*** Extracted data ***

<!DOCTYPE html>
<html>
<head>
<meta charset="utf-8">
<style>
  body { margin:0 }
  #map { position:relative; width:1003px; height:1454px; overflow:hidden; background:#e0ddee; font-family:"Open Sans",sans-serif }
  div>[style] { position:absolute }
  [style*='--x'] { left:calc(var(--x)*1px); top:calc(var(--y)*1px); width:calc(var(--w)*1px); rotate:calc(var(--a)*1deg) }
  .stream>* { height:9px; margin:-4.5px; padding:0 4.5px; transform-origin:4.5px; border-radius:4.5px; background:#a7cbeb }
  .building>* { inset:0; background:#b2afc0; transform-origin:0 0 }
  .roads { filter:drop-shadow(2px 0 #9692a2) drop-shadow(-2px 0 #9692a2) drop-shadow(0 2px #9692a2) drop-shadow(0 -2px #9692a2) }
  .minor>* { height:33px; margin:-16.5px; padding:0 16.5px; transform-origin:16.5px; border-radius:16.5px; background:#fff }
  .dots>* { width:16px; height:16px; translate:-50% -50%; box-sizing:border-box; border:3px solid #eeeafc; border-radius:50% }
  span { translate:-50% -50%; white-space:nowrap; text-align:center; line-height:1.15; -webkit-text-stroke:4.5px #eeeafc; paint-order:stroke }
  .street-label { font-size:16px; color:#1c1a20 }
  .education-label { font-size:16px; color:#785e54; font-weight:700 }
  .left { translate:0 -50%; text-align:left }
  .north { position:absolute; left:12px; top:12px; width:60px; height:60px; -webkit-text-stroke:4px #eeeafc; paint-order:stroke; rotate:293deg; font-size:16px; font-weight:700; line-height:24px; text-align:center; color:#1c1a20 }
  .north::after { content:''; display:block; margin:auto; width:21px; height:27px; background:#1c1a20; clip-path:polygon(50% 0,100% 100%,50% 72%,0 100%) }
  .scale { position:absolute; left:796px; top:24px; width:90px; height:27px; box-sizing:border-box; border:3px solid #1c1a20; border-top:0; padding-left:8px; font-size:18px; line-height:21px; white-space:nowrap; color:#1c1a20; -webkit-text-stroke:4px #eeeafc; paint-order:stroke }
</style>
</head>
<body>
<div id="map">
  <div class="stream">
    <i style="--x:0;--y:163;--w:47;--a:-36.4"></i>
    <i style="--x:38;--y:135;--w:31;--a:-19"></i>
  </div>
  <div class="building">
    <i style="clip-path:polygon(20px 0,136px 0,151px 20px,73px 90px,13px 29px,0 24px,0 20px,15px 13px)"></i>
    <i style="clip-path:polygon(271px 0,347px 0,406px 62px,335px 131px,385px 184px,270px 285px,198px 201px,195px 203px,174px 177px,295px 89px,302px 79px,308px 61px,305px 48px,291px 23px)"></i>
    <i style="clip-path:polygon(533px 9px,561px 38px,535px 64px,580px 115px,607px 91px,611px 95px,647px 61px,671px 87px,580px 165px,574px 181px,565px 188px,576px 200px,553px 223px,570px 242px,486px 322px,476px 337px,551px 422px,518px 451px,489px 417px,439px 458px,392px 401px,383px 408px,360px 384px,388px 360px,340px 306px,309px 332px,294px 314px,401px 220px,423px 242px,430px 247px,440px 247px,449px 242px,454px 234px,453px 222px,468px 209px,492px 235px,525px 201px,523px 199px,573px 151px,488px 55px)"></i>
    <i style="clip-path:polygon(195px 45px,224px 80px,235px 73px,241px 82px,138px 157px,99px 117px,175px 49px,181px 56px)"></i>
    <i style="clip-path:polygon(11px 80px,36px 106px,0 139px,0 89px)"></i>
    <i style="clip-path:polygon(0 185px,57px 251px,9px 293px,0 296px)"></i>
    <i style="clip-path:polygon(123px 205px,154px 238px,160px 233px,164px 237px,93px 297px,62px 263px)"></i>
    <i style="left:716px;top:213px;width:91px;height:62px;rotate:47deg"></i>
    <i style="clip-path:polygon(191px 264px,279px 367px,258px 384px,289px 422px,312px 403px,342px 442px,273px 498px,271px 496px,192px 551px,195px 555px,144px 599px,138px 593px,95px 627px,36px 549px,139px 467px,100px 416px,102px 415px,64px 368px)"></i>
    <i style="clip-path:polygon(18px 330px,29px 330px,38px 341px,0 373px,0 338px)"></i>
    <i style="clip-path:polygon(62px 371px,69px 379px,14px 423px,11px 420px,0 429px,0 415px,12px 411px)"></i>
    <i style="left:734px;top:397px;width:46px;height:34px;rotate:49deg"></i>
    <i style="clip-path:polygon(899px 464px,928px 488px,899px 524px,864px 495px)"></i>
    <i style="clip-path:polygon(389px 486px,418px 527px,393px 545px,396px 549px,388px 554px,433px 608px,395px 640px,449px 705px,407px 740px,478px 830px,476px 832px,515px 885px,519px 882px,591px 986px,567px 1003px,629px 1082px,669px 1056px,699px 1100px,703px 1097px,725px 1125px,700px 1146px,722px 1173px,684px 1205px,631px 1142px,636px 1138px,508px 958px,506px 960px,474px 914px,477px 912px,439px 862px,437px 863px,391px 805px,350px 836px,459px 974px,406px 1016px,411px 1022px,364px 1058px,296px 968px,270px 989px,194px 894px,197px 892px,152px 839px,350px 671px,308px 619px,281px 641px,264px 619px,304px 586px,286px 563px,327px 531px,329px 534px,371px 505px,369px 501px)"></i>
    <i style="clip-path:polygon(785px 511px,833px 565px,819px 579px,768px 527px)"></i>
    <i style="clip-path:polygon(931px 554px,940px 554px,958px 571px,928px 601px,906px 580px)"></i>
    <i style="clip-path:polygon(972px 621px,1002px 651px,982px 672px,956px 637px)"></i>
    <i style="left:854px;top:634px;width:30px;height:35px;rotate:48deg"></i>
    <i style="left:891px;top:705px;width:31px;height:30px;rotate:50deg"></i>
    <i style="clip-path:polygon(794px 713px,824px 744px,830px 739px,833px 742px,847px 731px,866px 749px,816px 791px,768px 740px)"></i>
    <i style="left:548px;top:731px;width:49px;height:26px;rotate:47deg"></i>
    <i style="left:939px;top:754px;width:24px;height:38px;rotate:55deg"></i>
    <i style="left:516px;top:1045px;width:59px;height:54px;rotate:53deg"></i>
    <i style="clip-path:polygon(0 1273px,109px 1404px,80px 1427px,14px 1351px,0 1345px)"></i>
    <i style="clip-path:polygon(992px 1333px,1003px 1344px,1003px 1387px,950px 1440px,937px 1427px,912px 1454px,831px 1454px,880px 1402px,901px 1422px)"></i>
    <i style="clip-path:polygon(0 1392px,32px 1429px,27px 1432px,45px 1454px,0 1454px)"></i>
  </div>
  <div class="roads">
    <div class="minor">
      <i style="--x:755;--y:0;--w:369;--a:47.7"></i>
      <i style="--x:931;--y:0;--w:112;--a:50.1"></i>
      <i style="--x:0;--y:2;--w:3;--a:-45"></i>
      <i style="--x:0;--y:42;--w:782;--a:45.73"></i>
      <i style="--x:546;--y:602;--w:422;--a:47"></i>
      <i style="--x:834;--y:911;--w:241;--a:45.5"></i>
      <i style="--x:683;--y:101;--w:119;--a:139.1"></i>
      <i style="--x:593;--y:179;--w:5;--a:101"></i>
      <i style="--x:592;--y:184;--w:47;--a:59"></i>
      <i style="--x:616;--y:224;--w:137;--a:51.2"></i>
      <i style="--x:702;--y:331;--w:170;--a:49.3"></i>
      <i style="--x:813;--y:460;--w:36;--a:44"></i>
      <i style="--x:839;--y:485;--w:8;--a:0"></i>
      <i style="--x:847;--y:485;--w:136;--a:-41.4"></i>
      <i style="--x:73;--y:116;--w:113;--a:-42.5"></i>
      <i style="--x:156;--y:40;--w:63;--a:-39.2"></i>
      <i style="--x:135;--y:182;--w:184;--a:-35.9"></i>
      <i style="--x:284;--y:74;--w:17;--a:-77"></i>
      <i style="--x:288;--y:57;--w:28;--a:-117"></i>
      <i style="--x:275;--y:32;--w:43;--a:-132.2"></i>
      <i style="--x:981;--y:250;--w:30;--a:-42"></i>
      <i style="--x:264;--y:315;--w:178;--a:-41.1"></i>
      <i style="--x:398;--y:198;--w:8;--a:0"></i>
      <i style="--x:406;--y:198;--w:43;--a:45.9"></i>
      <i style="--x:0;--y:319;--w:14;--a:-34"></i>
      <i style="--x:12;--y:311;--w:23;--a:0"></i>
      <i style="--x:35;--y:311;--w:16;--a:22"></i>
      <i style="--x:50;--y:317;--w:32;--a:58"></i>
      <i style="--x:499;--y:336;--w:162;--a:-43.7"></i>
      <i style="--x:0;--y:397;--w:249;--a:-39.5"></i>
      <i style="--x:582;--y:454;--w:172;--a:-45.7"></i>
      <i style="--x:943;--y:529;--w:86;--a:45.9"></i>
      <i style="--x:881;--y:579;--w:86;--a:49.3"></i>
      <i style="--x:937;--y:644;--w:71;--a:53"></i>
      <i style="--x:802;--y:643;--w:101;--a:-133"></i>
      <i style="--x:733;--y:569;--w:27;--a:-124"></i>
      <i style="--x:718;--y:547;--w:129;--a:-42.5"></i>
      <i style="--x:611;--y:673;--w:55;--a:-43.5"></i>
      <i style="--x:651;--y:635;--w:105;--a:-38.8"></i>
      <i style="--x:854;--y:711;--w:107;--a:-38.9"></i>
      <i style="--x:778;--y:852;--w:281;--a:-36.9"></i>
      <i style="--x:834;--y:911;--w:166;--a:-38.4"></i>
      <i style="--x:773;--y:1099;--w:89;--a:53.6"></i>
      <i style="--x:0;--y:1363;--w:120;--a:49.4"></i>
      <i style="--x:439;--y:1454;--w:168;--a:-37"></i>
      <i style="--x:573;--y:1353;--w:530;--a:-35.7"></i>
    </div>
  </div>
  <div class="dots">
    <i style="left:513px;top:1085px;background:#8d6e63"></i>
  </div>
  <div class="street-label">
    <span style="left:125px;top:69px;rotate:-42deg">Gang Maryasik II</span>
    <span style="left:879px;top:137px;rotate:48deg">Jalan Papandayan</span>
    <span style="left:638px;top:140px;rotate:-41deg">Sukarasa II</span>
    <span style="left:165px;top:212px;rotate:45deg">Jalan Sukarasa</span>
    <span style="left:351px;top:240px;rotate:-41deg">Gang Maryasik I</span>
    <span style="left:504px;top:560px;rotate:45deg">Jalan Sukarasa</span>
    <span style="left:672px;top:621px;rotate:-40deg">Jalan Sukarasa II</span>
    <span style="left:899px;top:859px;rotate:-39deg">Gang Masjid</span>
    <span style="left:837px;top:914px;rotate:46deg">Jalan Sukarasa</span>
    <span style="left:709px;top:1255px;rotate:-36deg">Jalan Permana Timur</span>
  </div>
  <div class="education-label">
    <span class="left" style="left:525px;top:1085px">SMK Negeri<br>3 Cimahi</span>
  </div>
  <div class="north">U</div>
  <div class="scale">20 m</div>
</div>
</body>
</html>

*** End of Extracted data ***

• Directions for this task:
Copy the lines of the data above exactly as written, beginning with the line containing "height:9px; margin:-4.5px; padding:0" and ending with the line containing "width:16px; height:16px; translate:-50%", and leave out all other lines.

• Exercise answer:
  .stream>* { height:9px; margin:-4.5px; padding:0 4.5px; transform-origin:4.5px; border-radius:4.5px; background:#a7cbeb }
  .building>* { inset:0; background:#b2afc0; transform-origin:0 0 }
  .roads { filter:drop-shadow(2px 0 #9692a2) drop-shadow(-2px 0 #9692a2) drop-shadow(0 2px #9692a2) drop-shadow(0 -2px #9692a2) }
  .minor>* { height:33px; margin:-16.5px; padding:0 16.5px; transform-origin:16.5px; border-radius:16.5px; background:#fff }
  .dots>* { width:16px; height:16px; translate:-50% -50%; box-sizing:border-box; border:3px solid #eeeafc; border-radius:50% }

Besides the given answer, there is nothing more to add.